The release of royal secret correspondence was immediately linked to the dismissal of the prime minister Gough Whitlam will again invoke the role of monarchy in modern Australia, experts say.
National Archives of Australia will be on Tuesday morning released the much-awaited “court papers”, a series of more than 200 exchanges between the Queen, her personal secretary, Martin Charteris, and Sir John Kerr, the then governor general of Australia, in the critical period leading up to Kerr’s highly controversial dismissal. Gough Whitlam’s Labor government in November 1975.
Kerr moves to force Reform of Whitlam’s left-wing government from office, after conservative opposition has blocked allocation bills in the upper house of parliament, remains the most sensational moment in modern Australian politics, caused a grudge for years.
Despite the importance of the letters to Australian history, they remain hidden from the public’s view of the wrong reason that they are “private” records, and are therefore excluded from the usual 30-year access rules and under a potential Queen embargo. unlimited.

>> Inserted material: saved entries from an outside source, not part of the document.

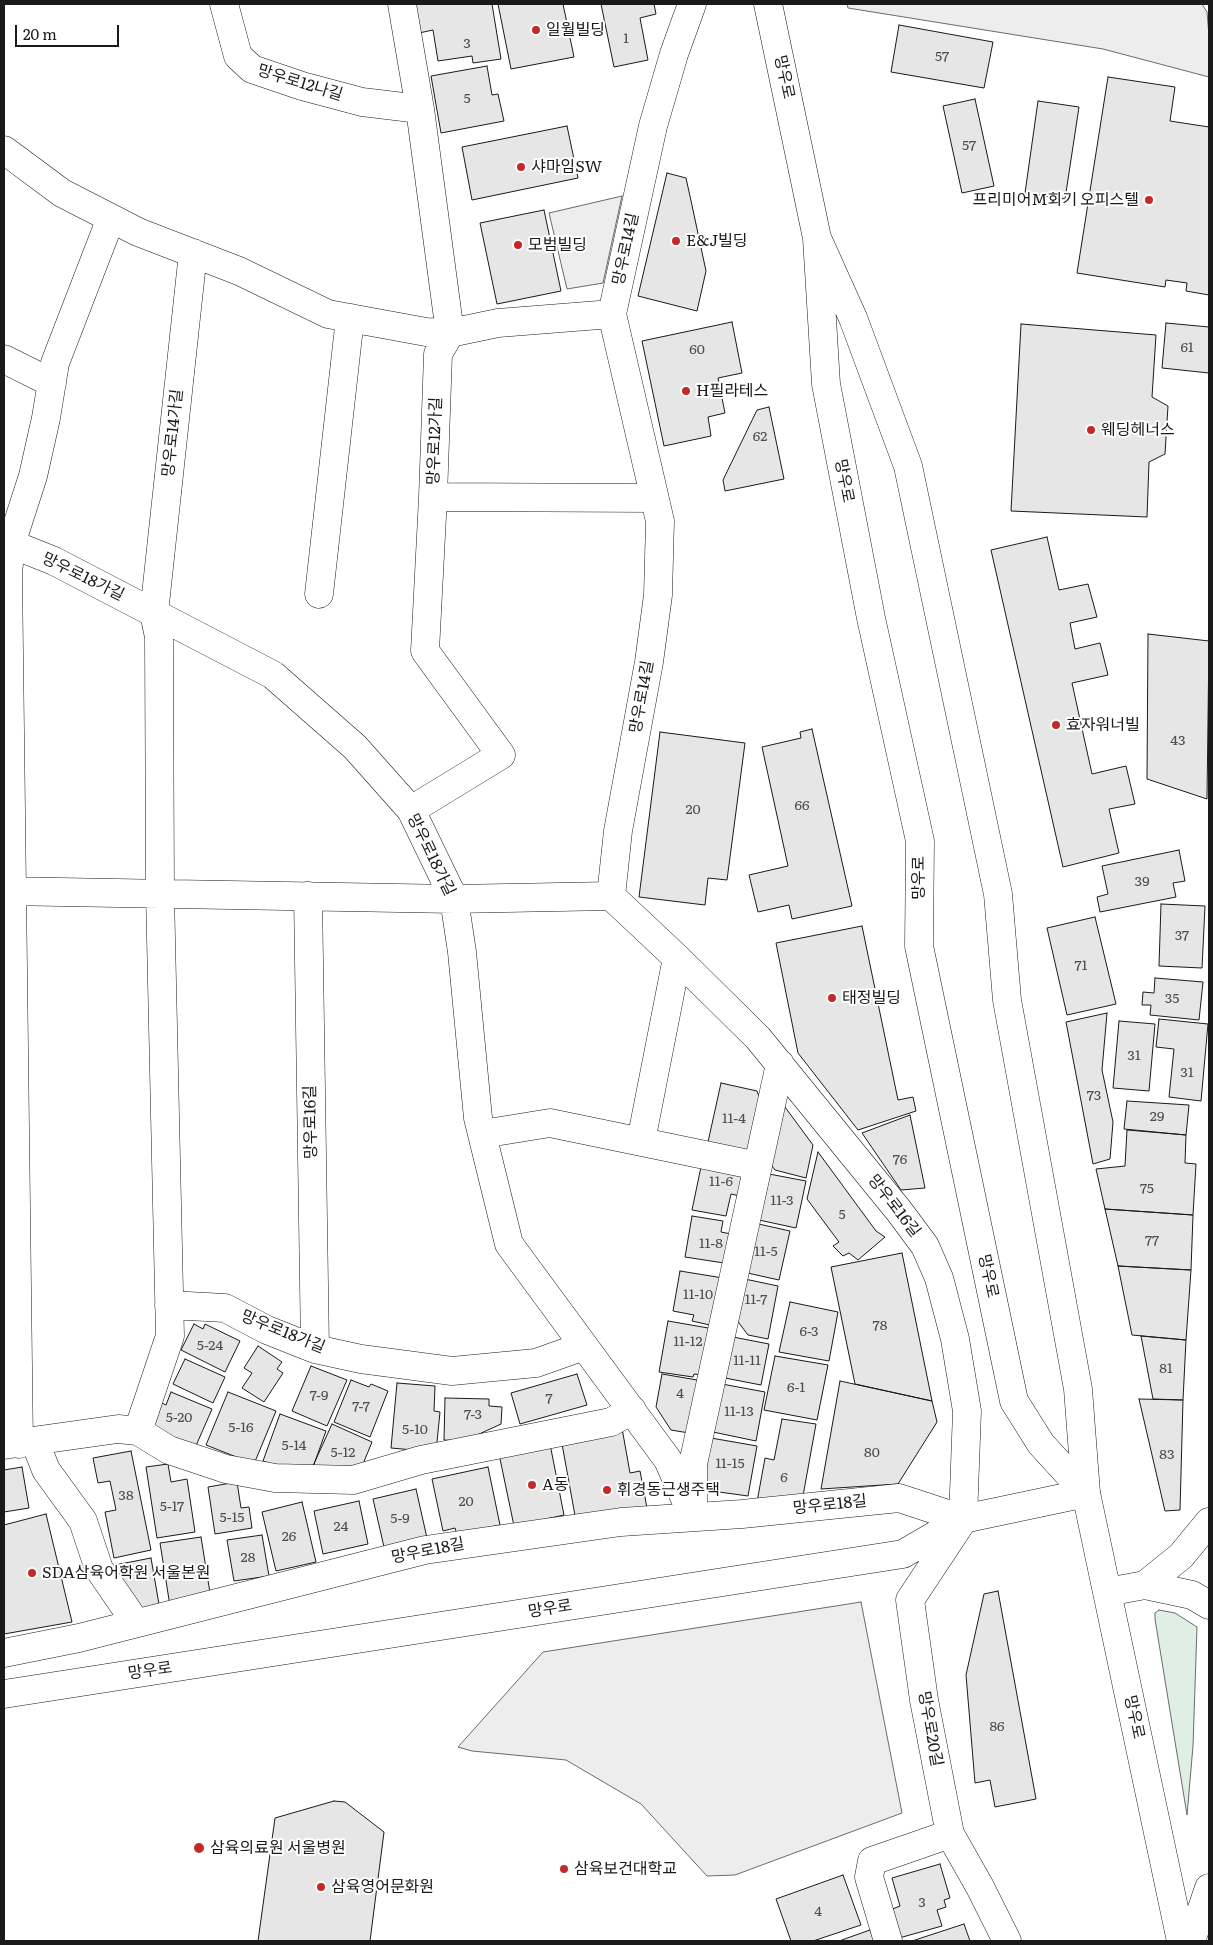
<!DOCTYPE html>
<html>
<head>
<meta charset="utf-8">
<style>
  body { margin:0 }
  #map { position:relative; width:1213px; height:1945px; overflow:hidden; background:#fff; font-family:Literata,serif }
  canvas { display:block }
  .frame { position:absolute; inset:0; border:5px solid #1a1a1a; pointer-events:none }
  .scale { position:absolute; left:15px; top:25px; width:104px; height:22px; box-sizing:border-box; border:2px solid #1a1a1a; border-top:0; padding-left:6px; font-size:15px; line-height:18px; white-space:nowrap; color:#1a1a1a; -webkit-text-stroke:4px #fff; paint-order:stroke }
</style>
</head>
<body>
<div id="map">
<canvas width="1213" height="1945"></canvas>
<div class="frame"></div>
<div class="scale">20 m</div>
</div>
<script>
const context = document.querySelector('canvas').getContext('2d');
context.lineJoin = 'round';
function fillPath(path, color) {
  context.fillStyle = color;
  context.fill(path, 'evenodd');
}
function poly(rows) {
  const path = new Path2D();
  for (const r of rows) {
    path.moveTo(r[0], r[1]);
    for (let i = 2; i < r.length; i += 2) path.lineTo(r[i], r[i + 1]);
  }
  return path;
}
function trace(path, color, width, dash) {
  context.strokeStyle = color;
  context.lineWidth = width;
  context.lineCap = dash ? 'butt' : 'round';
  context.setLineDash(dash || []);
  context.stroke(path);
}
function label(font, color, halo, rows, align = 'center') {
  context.font = font + ' Literata,"Noto Sans KR",serif';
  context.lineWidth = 4;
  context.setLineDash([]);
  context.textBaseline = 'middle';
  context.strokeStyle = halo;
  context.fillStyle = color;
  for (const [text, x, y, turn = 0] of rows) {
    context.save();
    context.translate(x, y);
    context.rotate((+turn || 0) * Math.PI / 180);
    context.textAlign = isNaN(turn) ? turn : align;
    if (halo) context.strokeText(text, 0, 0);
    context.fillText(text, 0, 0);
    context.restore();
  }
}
const green = poly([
  [1159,1610,1175,1613,1197,1627,1193,1746,1187,1815,1155,1619,1155,1613,1159,1610]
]);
fillPath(green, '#e0efe3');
trace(green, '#6a6a6a', 1);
const parking = poly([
  [847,4,1202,4,1207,12,1209,36,1209,77,1103,49,848,8,847,4],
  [622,196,603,283,567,289,549,213,622,196],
  [861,1602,902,1813,735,1875,707,1876,641,1804,566,1760,472,1751,458,1747,543,1652,861,1602]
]);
fillPath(parking, '#ededed');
trace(parking, '#6a6a6a', 1);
const building = poly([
  [414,4,492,4,501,59,473,63,472,56,438,61,433,30,419,33,414,4],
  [498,4,563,4,574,57,511,69,498,4],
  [601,4,654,4,656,14,640,18,648,60,614,67,601,4],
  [899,25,993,42,984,88,891,72,899,25],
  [487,66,492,95,498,94,504,121,441,133,431,76,487,66],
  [1108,77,1175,87,1170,121,1209,127,1209,295,1186,291,1187,283,1166,280,1165,287,1077,273,1108,77],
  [975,99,994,186,962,193,943,106,975,99],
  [1038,101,1079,107,1065,199,1025,193,1038,101],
  [567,126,578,178,472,200,462,147,567,126],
  [667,173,686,178,693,210,706,271,697,311,638,296,667,173],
  [544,210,561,291,497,304,480,223,544,210],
  [732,322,742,373,718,378,725,413,708,417,711,436,664,446,642,341,732,322],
  [1166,323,1209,327,1209,373,1162,368,1166,323],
  [1021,324,1156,335,1152,397,1168,406,1165,454,1149,462,1147,517,1011,511,1021,324],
  [769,407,784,479,725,491,723,480,757,410,769,407],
  [1047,537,1059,590,1088,584,1097,617,1070,623,1075,649,1100,643,1108,675,1072,683,1092,774,1126,766,1135,804,1109,809,1119,853,1063,867,991,550,1047,537],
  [1148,634,1209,641,1207,799,1147,779,1148,634],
  [812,729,852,906,792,919,789,905,758,912,749,875,788,866,762,747,801,738,800,732,812,729],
  [660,732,745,743,727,880,708,878,705,905,639,897,660,732],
  [1179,850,1185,881,1173,883,1176,897,1100,912,1097,897,1108,894,1102,866,1179,850],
  [1161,904,1205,906,1202,968,1159,966,1161,904],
  [1095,917,1116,1004,1067,1015,1047,928,1095,917],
  [862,926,898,1100,913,1097,916,1111,858,1130,798,1053,776,943,862,926],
  [1155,978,1203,982,1199,1020,1150,1015,1151,1005,1142,1005,1143,992,1154,993,1155,978],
  [1107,1013,1102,1070,1113,1122,1110,1159,1093,1164,1066,1022,1107,1013],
  [1159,1019,1208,1024,1201,1101,1169,1097,1174,1049,1156,1047,1159,1019],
  [1119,1021,1155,1024,1149,1091,1113,1088,1119,1021],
  [721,1083,757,1091,760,1099,755,1160,708,1142,721,1083],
  [1127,1101,1189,1105,1186,1135,1124,1129,1127,1101],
  [782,1103,813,1145,806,1178,775,1170,769,1162,782,1103],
  [910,1115,925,1188,901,1190,862,1133,910,1115],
  [1127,1130,1186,1135,1185,1163,1196,1164,1193,1215,1105,1209,1096,1169,1125,1166,1127,1130],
  [818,1152,876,1231,885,1237,858,1260,849,1253,843,1256,833,1246,839,1242,807,1199,818,1152],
  [702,1162,745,1170,740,1196,731,1194,726,1216,692,1210,702,1162],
  [769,1174,806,1181,796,1228,759,1220,769,1174],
  [1105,1209,1193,1215,1191,1270,1118,1266,1105,1209],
  [692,1216,723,1221,721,1232,736,1235,724,1263,685,1257,692,1216],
  [754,1223,790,1231,779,1280,743,1272,754,1223],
  [902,1253,932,1401,855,1384,831,1267,902,1253],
  [1118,1266,1191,1270,1186,1340,1132,1335,1118,1266],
  [680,1271,723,1278,710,1325,692,1321,694,1315,673,1311,680,1271],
  [740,1278,778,1286,768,1339,748,1335,733,1315,740,1278],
  [790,1302,838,1312,829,1361,779,1352,790,1302],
  [668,1321,714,1329,703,1375,694,1374,693,1377,659,1372,668,1321],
  [194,1324,203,1329,205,1324,240,1341,225,1372,181,1350,194,1324],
  [1141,1336,1186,1340,1183,1400,1153,1399,1141,1336],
  [733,1337,769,1344,761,1385,725,1378,733,1337],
  [258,1346,282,1362,277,1369,283,1373,264,1402,242,1388,252,1373,244,1368,258,1346],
  [775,1356,828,1365,817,1420,764,1410,775,1356],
  [185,1359,225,1377,213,1403,173,1384,185,1359],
  [311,1366,347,1380,327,1426,292,1411,311,1366],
  [577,1374,587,1405,520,1424,511,1393,577,1374],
  [662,1374,703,1381,695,1434,671,1430,656,1407,662,1374],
  [351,1380,369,1387,371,1384,388,1391,370,1437,334,1422,351,1380],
  [840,1381,932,1401,937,1422,898,1484,821,1489,840,1381],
  [397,1383,435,1386,434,1411,440,1412,436,1452,391,1448,397,1383],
  [722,1384,765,1392,756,1441,713,1432,722,1384],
  [171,1392,212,1409,195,1448,146,1427,158,1401,166,1405,171,1392],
  [228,1392,276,1411,254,1464,206,1445,228,1392],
  [445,1398,489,1399,489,1406,502,1407,501,1424,464,1441,444,1440,445,1398],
  [1139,1399,1183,1400,1180,1510,1165,1511,1139,1399],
  [280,1414,326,1431,309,1478,263,1461,280,1414],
  [782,1419,816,1424,803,1496,757,1502,765,1458,774,1460,782,1419],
  [332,1424,372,1442,363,1464,327,1475,312,1468,332,1424],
  [622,1428,630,1473,640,1471,647,1508,576,1521,562,1444,622,1428],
  [711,1438,757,1446,748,1496,719,1492,704,1482,711,1438],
  [550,1444,564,1515,514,1526,499,1454,550,1444],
  [131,1451,151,1550,114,1558,105,1512,116,1510,110,1481,98,1483,93,1458,131,1451],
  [168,1464,171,1482,187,1479,195,1532,157,1538,146,1467,168,1464],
  [22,1467,29,1508,4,1512,4,1470,22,1467],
  [488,1467,500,1525,457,1534,455,1528,443,1531,432,1479,488,1467],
  [237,1482,241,1508,249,1507,252,1528,215,1534,208,1487,237,1482],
  [416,1489,427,1538,384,1547,373,1499,416,1489],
  [359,1501,368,1544,323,1554,314,1511,359,1501],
  [302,1502,316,1562,276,1571,262,1512,302,1502],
  [46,1514,72,1622,4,1634,4,1525,46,1514],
  [262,1535,269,1576,234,1581,227,1540,262,1535],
  [201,1537,211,1599,170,1606,160,1543,201,1537],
  [151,1558,160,1610,139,1614,116,1573,115,1565,151,1558],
  [998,1591,1036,1799,995,1807,990,1780,975,1783,966,1675,984,1594,998,1591],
  [334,1801,345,1802,384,1832,370,1941,258,1941,275,1818,334,1801],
  [940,1864,950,1898,944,1900,946,1907,937,1910,942,1926,899,1938,890,1910,900,1906,892,1878,940,1864],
  [843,1875,861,1925,813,1941,791,1941,776,1899,843,1875],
  [964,1924,970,1941,912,1941,964,1924],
  [870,1930,874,1941,839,1941,870,1930]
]);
fillPath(building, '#e6e6e6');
trace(building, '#1a1a1a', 1);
const street = poly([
  [224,4,238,56,252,69,302,86,362,102,420,109],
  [402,4,420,109,450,333,438,354,433,497,425,651,501,755,411,810],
  [4,150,62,193,138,232,239,271,328,314,426,332,450,333,498,323,612,314],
  [4,359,52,383],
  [433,497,654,498],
  [4,541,54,561,273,675,355,747,411,810,454,899,462,952,478,1118,509,1244,668,1460,693,1517],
  [319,594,350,318],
  [4,891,454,899,611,896,677,958,758,1038,899,1211,925,1246,939,1278,955,1339,967,1411,963,1519],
  [308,896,315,1349],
  [611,896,618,831,649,662,658,595,660,521,612,314,653,126,674,54,692,4],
  [482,1134,550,1123,758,1166],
  [641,1141,677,958],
  [169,1305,225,1308,267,1330,315,1349,361,1359,452,1371,536,1363,584,1346],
  [138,1431,170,1336,160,894,159,637,154,613,193,253],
  [35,1442,46,1470,83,1521,99,1569,136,1623],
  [19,1444,8,573,11,544,33,476,46,418,55,363,111,218],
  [4,1445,118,1429,138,1431,169,1450,226,1469,275,1478,353,1480,421,1460,611,1422,632,1410],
  [693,1505,693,1464,780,1064],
  [961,1523,910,1600,924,1700,950,1834,980,1887,1007,1941],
  [4,1653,79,1638,425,1550,621,1522,742,1514,899,1498,963,1519],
  [4,1694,903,1554,963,1519,1086,1493],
  [888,1941,869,1877,872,1861,950,1834]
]);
const primary = poly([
  [768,4,817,238,826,384,871,618,920,841,919,946,1014,1401,1041,1444,1086,1493],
  [817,238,853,318,908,466,998,894,1007,1000,1078,1389,1086,1493,1181,1941],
  [1145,1585,1181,1556,1209,1522],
  [1107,1592,1145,1585,1192,1595,1209,1605],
  [1191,1941,1209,1888]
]);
trace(street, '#1a1a1a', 29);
trace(primary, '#1a1a1a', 29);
trace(street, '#fff', 28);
trace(primary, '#fff', 28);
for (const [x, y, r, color] of [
  [536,30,5,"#c62828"],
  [521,167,5,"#c62828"],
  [1149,200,5,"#c62828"],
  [676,241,5,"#c62828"],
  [518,245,5,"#c62828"],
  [686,391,5,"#c62828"],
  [1091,430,5,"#c62828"],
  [1056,725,5,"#c62828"],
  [832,998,5,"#c62828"],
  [532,1485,5,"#c62828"],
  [607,1490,5,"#c62828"],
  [32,1573,5,"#c62828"],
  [199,1848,6,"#c62828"],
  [564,1869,5,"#c62828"],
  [321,1887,5,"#c62828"]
]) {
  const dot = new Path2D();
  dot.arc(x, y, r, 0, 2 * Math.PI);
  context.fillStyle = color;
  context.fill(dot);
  trace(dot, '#fff', 2);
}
label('14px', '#4d4d4d', null, [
  ["1",626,39],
  ["3",467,44],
  ["57",942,57],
  ["5",467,99],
  ["57",969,146],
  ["61",1187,348],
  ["60",697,350],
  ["62",760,437],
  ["43",1178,741],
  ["66",802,806],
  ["20",693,810],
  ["39",1142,882],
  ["37",1182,936],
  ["71",1081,966],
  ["35",1172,999],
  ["31",1134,1056],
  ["31",1187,1073],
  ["73",1094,1096],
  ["29",1157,1117],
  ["11-4",734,1119],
  ["76",900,1160],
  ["11-6",721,1182],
  ["75",1147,1189],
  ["11-3",782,1201],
  ["5",842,1215],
  ["77",1152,1241],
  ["11-8",711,1244],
  ["11-5",766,1252],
  ["11-10",698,1295],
  ["11-7",756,1300],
  ["78",880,1326],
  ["6-3",809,1332],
  ["11-12",688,1342],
  ["5-24",210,1346],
  ["11-11",747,1361],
  ["81",1166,1369],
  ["6-1",796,1388],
  ["4",680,1394],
  ["7-9",319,1396],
  ["7",549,1399],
  ["7-7",361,1407],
  ["11-13",739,1412],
  ["7-3",473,1415],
  ["5-20",179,1418],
  ["5-16",241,1428],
  ["5-10",415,1430],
  ["5-14",294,1446],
  ["5-12",343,1453],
  ["80",872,1453],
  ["83",1167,1455],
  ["11-15",730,1464],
  ["6",784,1478],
  ["38",126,1496],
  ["20",466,1502],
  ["5-17",172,1507],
  ["5-15",232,1518],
  ["5-9",400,1519],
  ["24",341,1527],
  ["26",289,1537],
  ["28",248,1558],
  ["86",997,1727],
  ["3",922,1903],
  ["4",818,1912]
]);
label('16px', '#1a1a1a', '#fff', [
  ["일월빌딩",546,30],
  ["샤마임SW",531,167],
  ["프리미어M회기 오피스텔",1139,200,"right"],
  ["E&J빌딩",686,241],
  ["모범빌딩",528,245],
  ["H필라테스",696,391],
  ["웨딩헤너스",1101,430],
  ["효자워너빌",1066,725],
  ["태정빌딩",842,998],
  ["A동",542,1485],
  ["휘경동근생주택",617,1490],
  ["SDA삼육어학원 서울본원",42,1573],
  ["삼육의료원 서울병원",210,1848],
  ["삼육보건대학교",574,1869],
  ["삼육영어문화원",331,1887]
], 'left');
label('16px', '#1a1a1a', '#fff', [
  ["망우로",784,77,78],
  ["망우로12나길",300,83,17],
  ["망우로14길",626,249,-78],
  ["망우로14가길",173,433,-84],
  ["망우로12가길",435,441,-88],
  ["망우로",844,481,79],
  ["망우로18가길",83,577,26],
  ["망우로14길",642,697,-80],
  ["망우로18가길",431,855,64],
  ["망우로",919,878,-90],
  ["망우로16길",311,1122,-91],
  ["망우로16길",894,1206,52],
  ["망우로",988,1276,78],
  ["망우로18가길",283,1332,22],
  ["망우로18길",830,1505,-6],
  ["망우로18길",428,1551,-11],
  ["망우로",550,1609,-9],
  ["망우로",150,1671,-8],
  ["망우로",1134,1717,78],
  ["망우로20길",930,1729,80]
]);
</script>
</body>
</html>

Historian Jenny Hocking’s a landmark case in the high court, after a four-year legal battle, causing the rejection of that argument and forcing the archive to reconsider its request for public access.
Speaking before the letters were released, Hocking said it was impossible to imagine they would contain anything other than “dramatic revelations”.
“We know that there are more than 1,000 pages, we know that there are more than 200 letters, they will be a series of truly dramatic revelations, it is impossible to imagine otherwise,” Hocking told the Guardian. “They will tell us how much detail Kerr gave the Queen about what he hoped to do.”
He said other records kept by Kerr – including his 1980 journal – had been already pointed for importing documents.
The sheer volume of the letters was unknown until Hocking brought the archives to court to secure their release.
“We don’t know how many letters there are except that it came out as part of a court case, that there are hundreds of these letters, there are a total of 1,200 pages in material that we will see,” Hocking told the Guardian.
“So, ownership is extraordinarily significant, I would say the most important set of documents about the sacking of the Whitlam government has been released in the last decade.”
The archives will release letters at 11:00 on Tuesday (2:00 in the UK). This release is expected to consist of six files, consisting of 212 letters, including attachments such as “newspaper clippings, reports and copies of letters relating to meetings and events attended by Sir John Kerr during his tenure as governor general”.
Whitlam’s dismissal is one of the most controversial episodes in Australian political history.
Kerr was dismissed without warning the elected government holds a clear parliamentary majority and appoints Malcolm Fraser, the Liberal leader.
Hocking believed that court papers could reveal what the Queen said, through her secretary, and whether she influenced Kerr’s actions.
“I am very happy, really, that the archive has agreed to open all the letters in full,” he said.